The paper notes that the risk of dementia increases dramatically over time. “The age at onset is typically after 65, and the likelihood of developing Alzheimer’s doubles every five years after the age of 65. After age 85, the risk reaches nearly 50 percent.”
“Lawyers suffering cognitive decline is a growing problem, just as dementia in the general population is increasingly an issue,” says ethics expert Peter A. Joy, a professor at the Washington University School of Law in St. Louis.
“People are living longer, and the older one is, the higher the odds are that one will get dementia. This is especially an issue for lawyers in private practice as sole practitioners or small office settings who are practicing law as they advance in age.

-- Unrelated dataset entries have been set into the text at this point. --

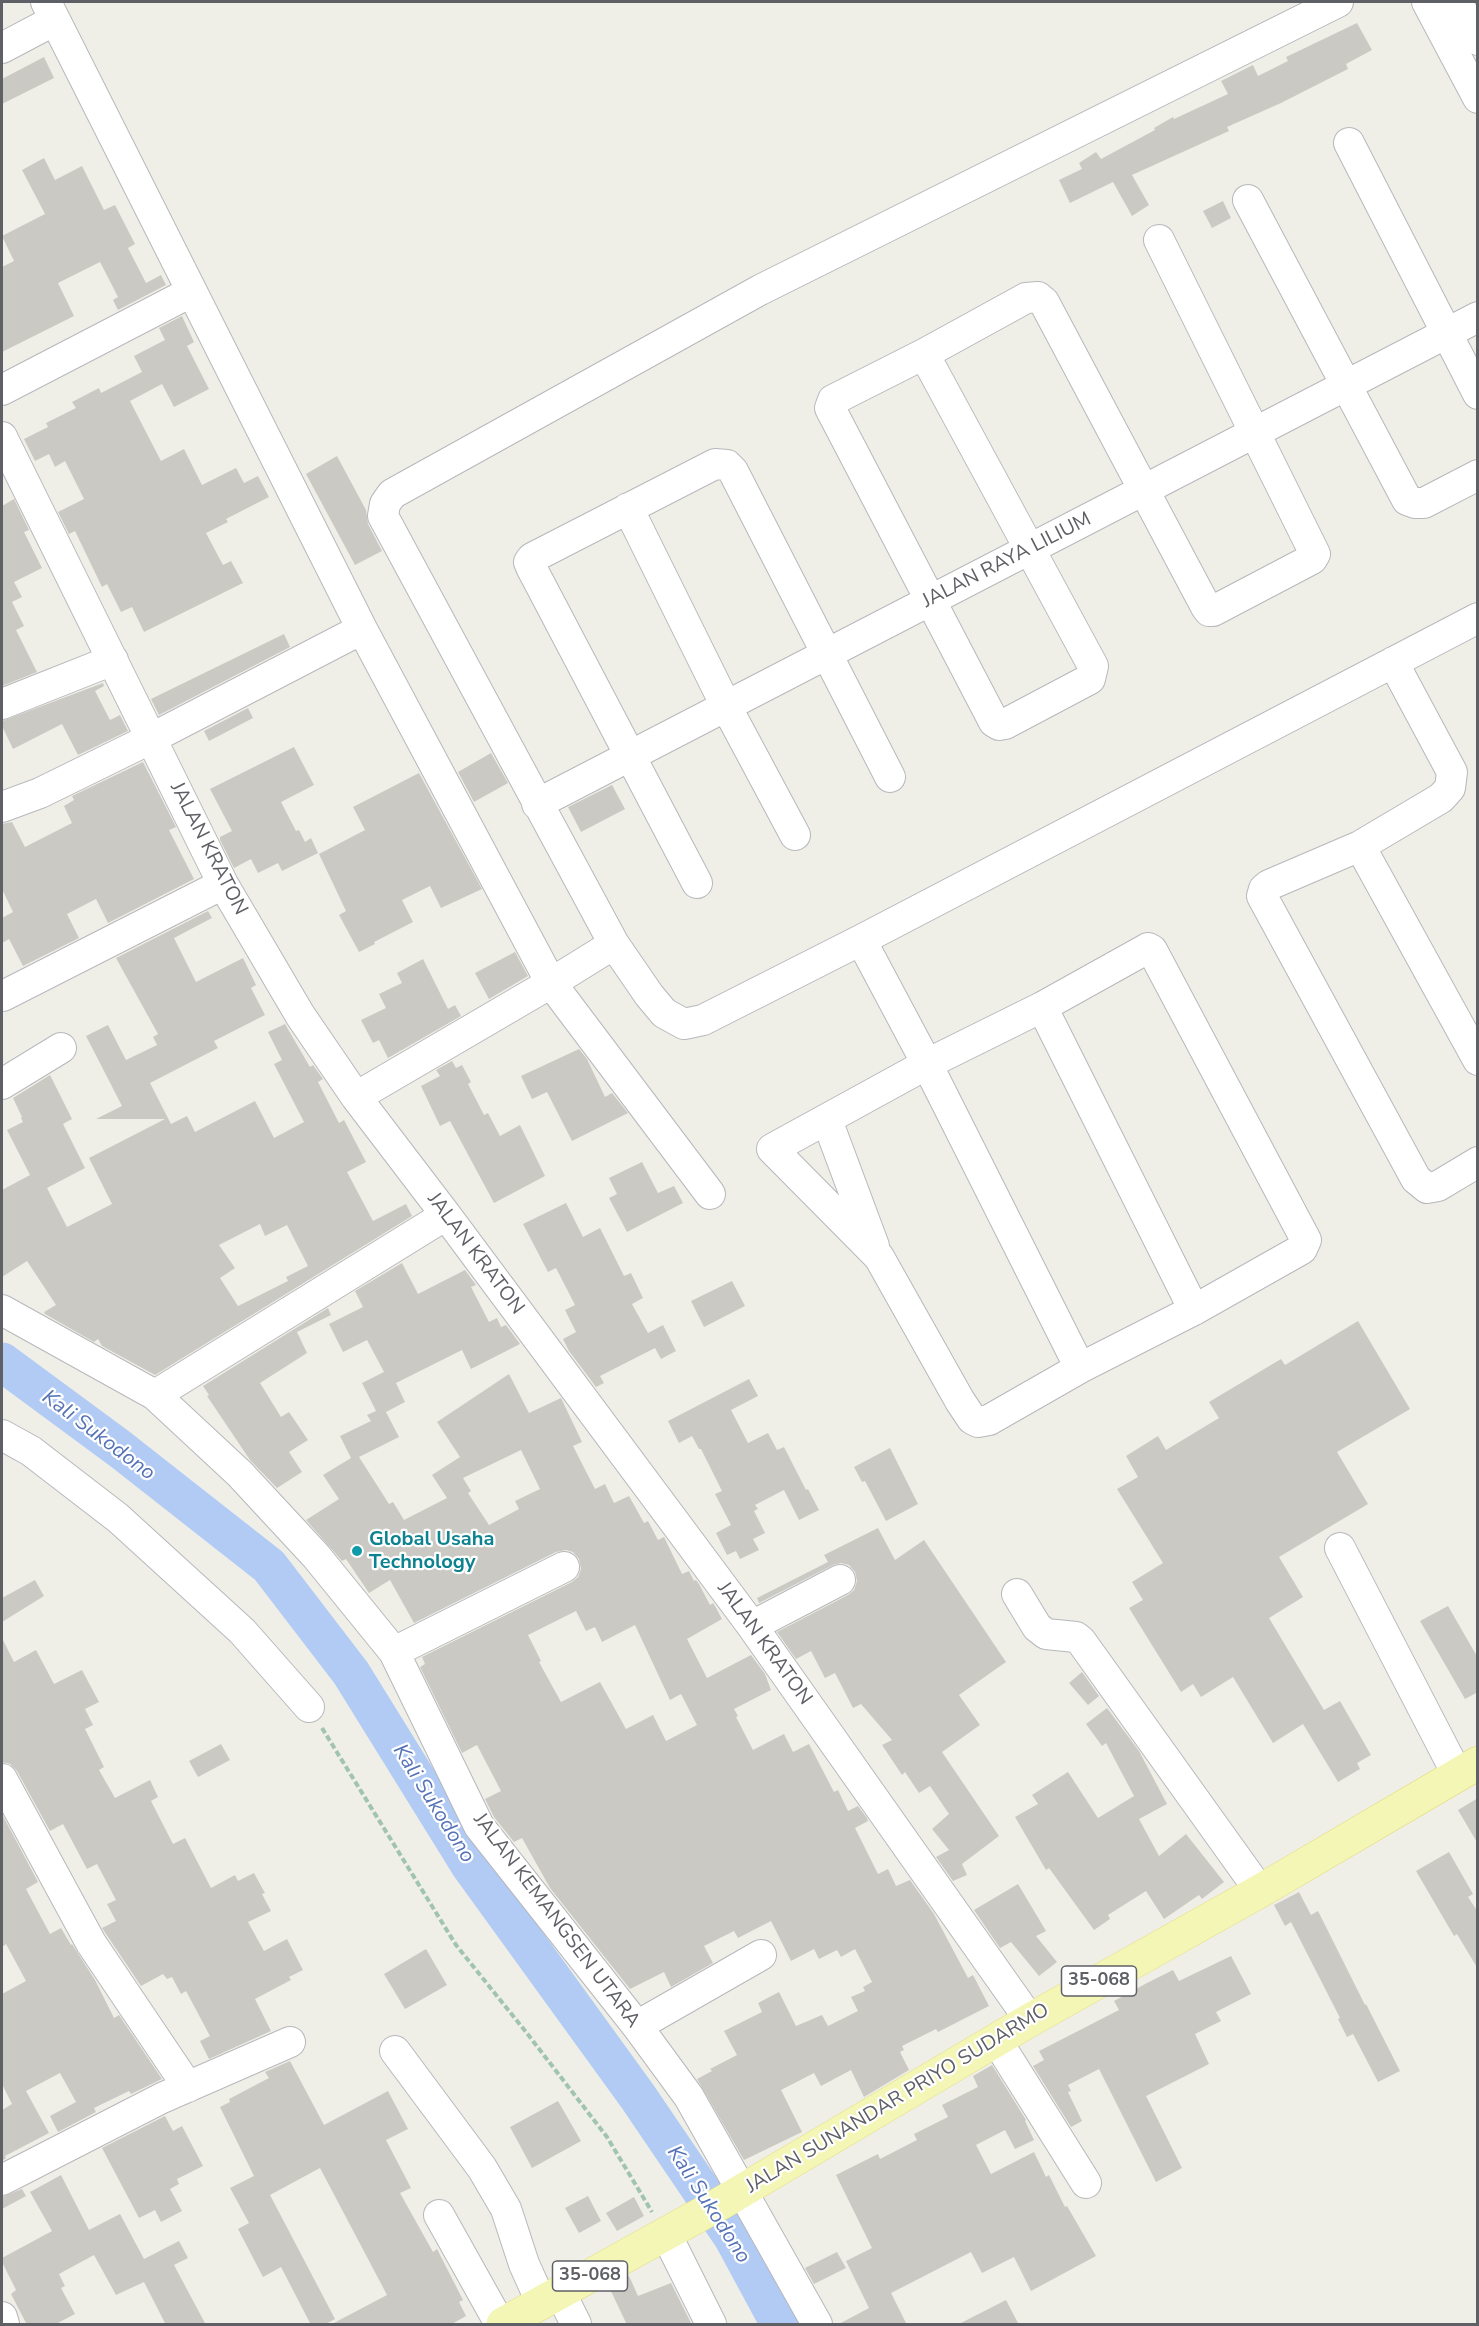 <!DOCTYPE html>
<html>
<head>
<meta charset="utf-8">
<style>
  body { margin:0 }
  #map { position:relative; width:1479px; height:2326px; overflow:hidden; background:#efefe7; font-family:"Nunito Sans",sans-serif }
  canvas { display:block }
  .frame { position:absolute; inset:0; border:3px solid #5f6066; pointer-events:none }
</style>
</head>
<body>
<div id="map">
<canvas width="1479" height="2326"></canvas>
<div class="frame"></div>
</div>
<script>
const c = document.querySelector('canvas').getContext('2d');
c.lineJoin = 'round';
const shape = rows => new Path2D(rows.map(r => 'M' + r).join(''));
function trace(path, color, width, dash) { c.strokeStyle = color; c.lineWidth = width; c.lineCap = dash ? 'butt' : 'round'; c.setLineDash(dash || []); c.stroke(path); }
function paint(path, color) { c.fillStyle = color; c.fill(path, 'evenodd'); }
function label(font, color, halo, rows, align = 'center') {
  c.font = font + ' "Nunito Sans",sans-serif'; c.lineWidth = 4.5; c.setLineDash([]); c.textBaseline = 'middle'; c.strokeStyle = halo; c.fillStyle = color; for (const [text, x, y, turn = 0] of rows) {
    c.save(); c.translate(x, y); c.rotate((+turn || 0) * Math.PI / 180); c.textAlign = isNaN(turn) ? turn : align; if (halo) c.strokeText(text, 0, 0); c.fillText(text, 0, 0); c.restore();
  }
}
trace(shape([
  [2,1362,120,1449,269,1566,351,1673,470,1865,638,2097,733,2237,780,2324]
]), '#b1cbf5', 39);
paint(shape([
  [1357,23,1372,50,1346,64,1348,69,1281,103,1227,127,1229,131,1132,175,1149,205,1132,216,1113,182,1070,203,1059,180,1082,169,1079,163,1096,152,1101,159,1155,130,1154,128,1173,117,1174,119,1228,94,1221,81,1253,65,1258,76,1288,61,1286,57],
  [44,57,54,78,2,104,2,79],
  [44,158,55,180,82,166,104,210,115,205,135,244,128,248,146,283,161,275,166,285,118,310,113,300,118,297,100,262,58,283,74,316,2,352,2,267,14,261,2,236,45,214,22,170],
  [1223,201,1231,218,1212,228,1203,211],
  [182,316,194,342,187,346,209,389,174,407,162,384,130,401,161,461,184,449,202,485,236,468,244,483,258,476,269,497,226,519,228,522,206,533,223,565,231,561,243,583,144,632,132,607,121,612,107,584,102,587,75,531,69,534,58,512,84,499,65,461,55,467,49,454,35,461,24,439,48,427,46,423,76,408,72,402,99,388,101,393,142,372,134,356,165,340,159,328],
  [337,456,366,510,368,524,382,551,355,565,306,474],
  [14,499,29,530,24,532,42,568,14,582,22,597,12,602,24,626,16,630,37,672,2,686,2,506],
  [284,634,290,647,159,715,151,699],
  [103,683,104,686,95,691,110,720,120,715,128,731,78,755,62,724,13,749,2,726,2,721],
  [248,708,253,718,209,741,204,731],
  [294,747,314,785,281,802,296,831,299,830,305,842,311,838,318,853,282,871,278,863,258,873,251,859,234,868,220,840,220,837,232,831,210,789],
  [491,753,508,783,474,802,458,772],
  [143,762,176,827,169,830,194,879,108,923,96,899,67,914,79,938,23,966,9,939,2,943,2,918,13,912,2,889,2,824,12,822,25,847,72,823,64,806,74,800,72,796],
  [419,773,482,889,441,908,430,886,402,900,413,922,374,942,375,944,359,952,339,915,346,911,319,854,365,830,353,807],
  [612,785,625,809,581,832,568,807],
  [208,911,212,918,174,938,196,982,243,958,256,985,251,988,265,1015,214,1041,218,1048,150,1083,171,1124,187,1116,195,1132,255,1101,274,1138,304,1122,274,1064,282,1060,268,1032,285,1024,310,1067,313,1065,323,1079,318,1082,339,1123,344,1120,366,1162,347,1172,373,1221,406,1204,412,1216,155,1375,102,1346,98,1339,94,1342,45,1314,44,1312,56,1305,27,1261,2,1277,2,1190,30,1175,7,1130,23,1122,21,1118,22,1117,13,1098,50,1075,72,1119,63,1124,85,1168,47,1188,67,1227,112,1204,89,1158,165,1119,96,1119,122,1106,86,1036,108,1025,126,1060,157,1045,153,1037,158,1034,116,958],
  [260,1224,265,1236,287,1225,308,1266,286,1277,288,1281,238,1306,220,1278,235,1268,219,1245],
  [515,952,528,976,489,999,475,973],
  [423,959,448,1009,455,1005,461,1016,388,1058,379,1040,373,1043,361,1020,386,1008,379,994,402,983,397,973],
  [579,1049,587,1059,605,1097,612,1093,628,1113,572,1141,547,1092,532,1099,521,1076],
  [452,1061,456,1068,462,1065,471,1082,468,1084,484,1115,488,1113,500,1136,520,1125,545,1176,494,1203,450,1121,440,1126,421,1086,440,1076,436,1070],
  [642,1162,658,1193,674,1186,683,1203,627,1232,609,1198,617,1194,609,1178],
  [566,1203,583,1237,600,1228,624,1276,631,1273,643,1298,632,1304,648,1333,663,1325,676,1351,661,1359,655,1348,600,1376,604,1383,596,1387,569,1351,563,1339,576,1332,565,1310,575,1305,556,1268,548,1272,523,1224],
  [402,1263,418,1294,465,1270,476,1285,471,1287,489,1322,497,1318,501,1327,506,1325,520,1344,471,1369,462,1350,396,1383,405,1402,386,1412,399,1437,359,1457,389,1504,393,1502,404,1520,447,1498,432,1475,460,1457,437,1422,509,1374,529,1413,561,1398,582,1442,573,1446,595,1489,605,1484,614,1503,629,1496,644,1523,648,1521,658,1540,664,1537,682,1574,689,1571,694,1581,696,1580,699,1584,710,1605,713,1603,715,1606,722,1619,687,1639,707,1678,751,1655,765,1674,771,1690,734,1709,738,1716,736,1717,753,1750,784,1734,793,1752,809,1744,834,1792,838,1790,848,1811,858,1806,867,1818,868,1821,855,1828,878,1874,888,1869,896,1886,910,1880,934,1914,968,1978,973,1975,989,2006,938,2032,936,2029,902,2046,904,2050,900,2052,909,2070,864,2097,851,2070,821,2086,814,2073,781,2090,802,2132,744,2160,697,2079,712,2071,710,2069,737,2055,724,2031,762,2012,758,2003,779,1992,796,2026,822,2015,828,2026,858,2011,851,1997,865,1991,863,1987,872,1982,855,1949,841,1957,837,1950,819,1959,814,1949,791,1961,771,1921,738,1938,734,1931,704,1946,713,1963,671,1987,664,1972,630,1989,550,1888,522,1838,514,1842,494,1817,485,1799,501,1791,477,1745,462,1753,420,1667,425,1664,422,1657,572,1582,578,1577,581,1569,579,1559,573,1552,566,1550,556,1552,414,1623,390,1580,369,1593,346,1559,342,1561,306,1520,339,1499,323,1475,351,1458,340,1436,371,1421,367,1415,376,1411,362,1383,384,1372,367,1340,343,1352,329,1324,363,1307,355,1291],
  [521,1450,540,1489,515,1501,519,1509,489,1525,468,1493,471,1491,463,1478],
  [576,1611,586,1631,595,1627,602,1642,635,1625,670,1700,681,1694,697,1725,666,1741,653,1715,626,1729,600,1682,561,1702,539,1662,541,1661,528,1635],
  [732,1281,745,1306,704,1327,691,1301],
  [328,1308,331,1315,297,1332,307,1353,260,1383,281,1417,289,1412,308,1440,289,1452,302,1472,277,1488,250,1460,207,1396,209,1395,203,1386],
  [1358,1321,1410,1409,1337,1452,1368,1504,1279,1557,1303,1597,1269,1618,1324,1710,1340,1701,1371,1755,1357,1763,1360,1769,1338,1782,1303,1724,1273,1743,1233,1677,1201,1697,1193,1684,1181,1692,1129,1608,1143,1600,1132,1582,1163,1563,1117,1489,1138,1477,1126,1456,1158,1436,1166,1450,1219,1418,1209,1402,1281,1359,1285,1365],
  [749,1379,758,1396,731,1410,748,1443,768,1433,777,1450,784,1447,806,1490,808,1489,819,1510,799,1520,784,1490,755,1505,758,1509,754,1511,765,1533,753,1539,759,1550,740,1559,736,1551,727,1555,716,1533,731,1525,715,1494,722,1491,701,1449,699,1449,692,1436,679,1443,668,1421],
  [890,1448,918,1504,886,1521,865,1481,862,1482,854,1467],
  [878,1528,895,1560,924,1540,1006,1662,959,1695,980,1725,942,1752,999,1836,962,1864,967,1875,953,1881,936,1857,949,1850,932,1829,949,1814,930,1786,919,1793,905,1772,902,1775,882,1745,892,1740,861,1704,853,1708,835,1673,825,1678,811,1651,796,1659,777,1632,848,1595,854,1590,857,1581,855,1572,849,1565,841,1563,833,1565,759,1603,757,1598,828,1562,824,1555],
  [35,1580,44,1596,2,1622,2,1598],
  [1448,1606,1478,1658,1478,1692,1465,1699,1420,1621],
  [2,1638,14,1662,36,1650,54,1684,82,1670,99,1702,85,1709,93,1725,85,1729,104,1767,99,1770,115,1798,150,1780,158,1797,151,1801,173,1844,185,1838,211,1888,235,1875,238,1881,254,1873,265,1893,262,1894,271,1911,248,1922,264,1951,287,1939,303,1970,289,1977,291,1980,255,1999,271,2031,209,2059,200,2041,210,2036,186,1991,181,1994,172,1977,167,1979,163,1974,141,1986,102,1928,116,1921,107,1904,116,1900,97,1864,87,1869,63,1824,50,1831,17,1771,10,1764,2,1762],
  [1082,1672,1099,1696,1088,1705,1069,1683],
  [1107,1708,1139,1751,1167,1804,1139,1819,1159,1856,1186,1834,1224,1882,1202,1899,1199,1895,1164,1919,1146,1891,1108,1915,1110,1919,1094,1930,1049,1868,1046,1870,1015,1817,1038,1804,1032,1795,1068,1772,1098,1818,1134,1796,1106,1743,1102,1746,1086,1724],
  [221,1744,230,1760,198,1777,189,1761],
  [1478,1798,1478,1844,1458,1810],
  [2,1814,38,1882,26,1889,50,1934,61,1928,71,1945,72,1944,95,1980,114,2018,119,2015,162,2079,131,2094,129,2091,94,2108,96,2112,58,2132,50,2116,76,2102,60,2073,26,2091,49,2133,5,2156,6,2158,2,2161,2,2110,12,2104,2,2084,2,1994,26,1981,6,1944,2,1947],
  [1449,1852,1473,1894,1468,1897,1478,1912,1478,1969,1457,1934,1454,1936,1416,1871],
  [1018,1884,1046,1931,1036,1936,1057,1962,1039,1976,1011,1942,1000,1948,974,1910],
  [1299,1892,1311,1915,1318,1911,1365,2005,1366,2004,1400,2071,1378,2082,1353,2034,1347,2037,1338,2019,1340,2018,1291,1922,1285,1926,1274,1905],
  [426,1949,447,1985,405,2009,384,1974],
  [1231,1956,1251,1994,1216,2012,1221,2021,1195,2034,1209,2064,1146,2096,1182,2168,1156,2182,1099,2069,1068,2085,1071,2091,1068,2092,1082,2121,1071,2127,1033,2066,1044,2060,1039,2051,1119,2010,1114,2001,1147,1983,1173,1970,1179,1981],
  [290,2061,324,2125,388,2091,408,2129,386,2140,411,2188,400,2193,433,2252,437,2249,463,2300,459,2302,466,2316,450,2325,330,2325,387,2295,320,2168,270,2195,335,2319,324,2325,311,2325,281,2267,263,2277,238,2229,249,2223,230,2188,254,2176,220,2107,230,2102,229,2099,269,2078,265,2072],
  [992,2065,1026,2120,1025,2121,1034,2140,1015,2149,1005,2130,976,2145,991,2174,1034,2152,1046,2177,1049,2175,1065,2207,1067,2206,1096,2256,1031,2291,1014,2257,982,2273,971,2252,891,2293,907,2325,837,2325,869,2308,846,2261,872,2248,836,2175,878,2154,880,2159,917,2140,914,2134,948,2117,942,2105,978,2087,973,2076],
  [558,2101,581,2141,532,2168,510,2127],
  [165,2116,173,2131,182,2126,203,2166,177,2179,179,2184,170,2189,182,2211,161,2222,155,2210,139,2218,102,2148],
  [61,2175,89,2230,120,2214,144,2259,179,2241,188,2258,174,2265,206,2325,166,2325,144,2282,116,2295,94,2255,59,2274,65,2286,61,2288,75,2314,54,2325,27,2325,11,2294,16,2290,2,2262,2,2258,52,2231,30,2192],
  [22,2189,26,2196,2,2209,2,2197],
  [588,2196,601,2221,579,2233,565,2208],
  [634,2197,644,2216,617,2231,606,2213],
  [837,2252,846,2268,814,2284,805,2268],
  [629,2276,638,2296,671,2283,692,2325,627,2325,609,2287],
  [1006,2300,1019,2325,957,2325]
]), '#cbc9c4');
const minor = shape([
  [46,2,362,629,551,983,710,1194],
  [1338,2,760,290,392,494,385,504,383,516,614,944,649,995,664,1013,684,1024,703,1020,861,940,1478,618],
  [1427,2,1478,98],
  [1457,2,1478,40],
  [2,48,55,20],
  [1349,143,1478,394],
  [1248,200,1407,500,1415,503,1424,503,1478,475],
  [924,354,1026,298,1038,297,1044,302,1206,607,1209,611,1213,611,1312,559,1315,554,1159,240],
  [924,354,1093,666,1090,679,1005,724,999,725,994,722,830,408,833,400,924,354],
  [2,390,191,292],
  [2,437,223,884,300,1015,356,1097,446,1215,752,1626,1030,2020],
  [628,508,726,706,795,835],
  [1393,662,1452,772,1450,788,1441,798,1360,846,1269,885,1264,889,1262,896,1416,1179,1427,1188,1438,1186,1478,1162],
  [2,704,113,660],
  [537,804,1478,317],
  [2,807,40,793,152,738,362,629],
  [1360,846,1478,1060],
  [697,883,531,567,529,562,532,558,715,464,727,465,733,471,890,777],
  [861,940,927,1064,1080,1368],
  [1148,948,1152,950,1306,1240,1302,1249,1194,1310,1080,1368,989,1420,978,1422,972,1419,960,1401,879,1257,772,1149,927,1064,1042,1007,1148,948],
  [3,996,223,884],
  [1042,1007,1194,1310],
  [2,1084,61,1048],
  [356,1097,551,983,614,944],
  [827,1120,874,1246],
  [2,1310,155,1395,240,1474,316,1556,394,1652,479,1826,637,2026,689,2097,817,2324],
  [155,1395,446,1215],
  [2,1435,31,1451,118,1518,242,1631,309,1707],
  [1340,1548,1457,1774],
  [1017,1594,1037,1627,1046,1634,1076,1637,1081,1641,1260,1891],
  [752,1626,840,1580],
  [394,1652,564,1567],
  [2,1779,91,1943,188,2087],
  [637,2026,761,1955],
  [997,2041,1086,2183],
  [395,2051,482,2168,506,2209,524,2264,541,2302],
  [2,2180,162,2098,290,2042],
  [439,2215,500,2324],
  [666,2234,711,2324],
  [560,2292,576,2324],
  [2,2317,4,2324]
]);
const major = shape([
  [503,2324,723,2202,1030,2020,1260,1891,1478,1763]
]);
trace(minor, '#b7b8bc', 32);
trace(major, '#e1d76e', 34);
trace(shape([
  [322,1728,456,1945,526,2032,607,2137,652,2212]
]), '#a1c3b2', 4, [6, 3]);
trace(minor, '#fff', 30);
trace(major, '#f4f6b6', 33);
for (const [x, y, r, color] of [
  [357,1551,6,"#0f9aa8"]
]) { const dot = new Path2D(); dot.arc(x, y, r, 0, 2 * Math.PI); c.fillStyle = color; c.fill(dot); trace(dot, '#fff', 2); }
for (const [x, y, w] of [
  [1099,1981,75],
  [590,2276,75]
]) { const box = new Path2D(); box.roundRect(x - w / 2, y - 15, w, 30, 4.5); c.fillStyle = '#fff'; c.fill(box); trace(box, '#5f6066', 1.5); }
label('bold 18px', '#5f6066', null, [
  ["35-068",1099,1981],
  ["35-068",590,2276]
]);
label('20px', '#5f6066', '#fff', [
  ["JALAN RAYA LILIUM",1007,561,-27],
  ["JALAN KRATON",208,849,63],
  ["JALAN KRATON",475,1254,53],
  ["JALAN KRATON",764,1644,54],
  ["JALAN KEMANGSEN UTARA",556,1921,53],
  ["JALAN SUNANDAR PRIYO SUDARMO",898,2099,-31]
]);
label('bold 20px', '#0d838f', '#fff', [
  ["Global Usaha",369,1540],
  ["Technology",369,1563]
], 'left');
label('italic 21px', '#5673b6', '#fff', [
  ["Kali Sukodono",98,1436,37],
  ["Kali Sukodono",433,1804,58],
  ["Kali Sukodono",708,2205,57]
]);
</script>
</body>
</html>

Many midsize-to-larger firms’ partnership agreements set 65 to 70 as a mandatory retirement age, in part either to avoid or to decrease the odds of having to face this issue,” he adds.
The most common ethical problem of a lawyer with cognitive impairment is violating the first rule of ethics—the duty of competency. In the ABA Model Rules of Professional Conduct, Rule 1.1 says: “A lawyer shall provide competent representation to a client. Competent representation requires the legal knowledge, skill, thoroughness and preparation reasonably necessary for the representation.”
Lawyers with cognitive deficiencies might not be able to recognize the strengths and weaknesses of cases, advance the proper arguments, or even understand the arguments advanced by opposing counsel.
A related rule is 1.3: “A lawyer shall act with reasonable diligence and promptness in representing a client.” Cognitive issues can cause lawyers to run afoul of this rule. “A frequent ethical problem for lawyers suffering from cognitive decline is a lack of diligence,” Harrell says. “They miss deadlines and calendar dates and statutes of limitations.”
Joy says lawyers in solo or small firms often feel the impact more because there aren’t others in the office to pick up the slack.
“For lawyers who are sole practitioners or in office-sharing arrangements, they often have no one else to help them recognize the issues they are facing,” he says. “For those lawyers, they often miss filing deadlines, and sometimes they miss court hearings, both of which trigger issues of competency under Rule 1.1 and diligence under Rule 1.3.”
Duty of Other Lawyers
Theresa Gronkiewicz, senior counsel for the ABA’s Center for Professional Responsibility and staff counsel for the Commission on Lawyer Assistance Programs, says, “State lawyer assistance programs are extremely vital in helping to deal with lawyers who may be suffering from cognitive decline.”
This is particularly true because ethical issues can arise for lawyers witnessing the effect of cognitive impairment on a colleague. Under certain circumstances, this can trigger a lawyer’s obligations under Rule 8.3(a), which provides that attorneys must report the ethical misconduct of their peers.
“If a lawyer in the firm knows that the impaired lawyer committed a violation of the Rules of Professional Conduct that raises a substantial question as to the impaired lawyer’s fitness, pursuant to Rule 8.3(a), a report must be made to the disciplinary authorities,” Gronkiewicz says.
In Formal Opinion 03-431, “the ABA Standing Committee on Ethics and Professional Responsibility explained that if a lawyer suffers from a condition materially impairing the ability to practice, failure to withdraw ‘ordinarily would raise a substantial question requiring reporting under Rule 8.3,’ ” Gronkiewicz says.
Experts say lawyer assistance programs can be a vital cog in helping attorneys who are having cognitive and competency issues. Such programs can also assist in determining the proper course of action, which usually involves a one-on-one conversation with the lawyer as a first step.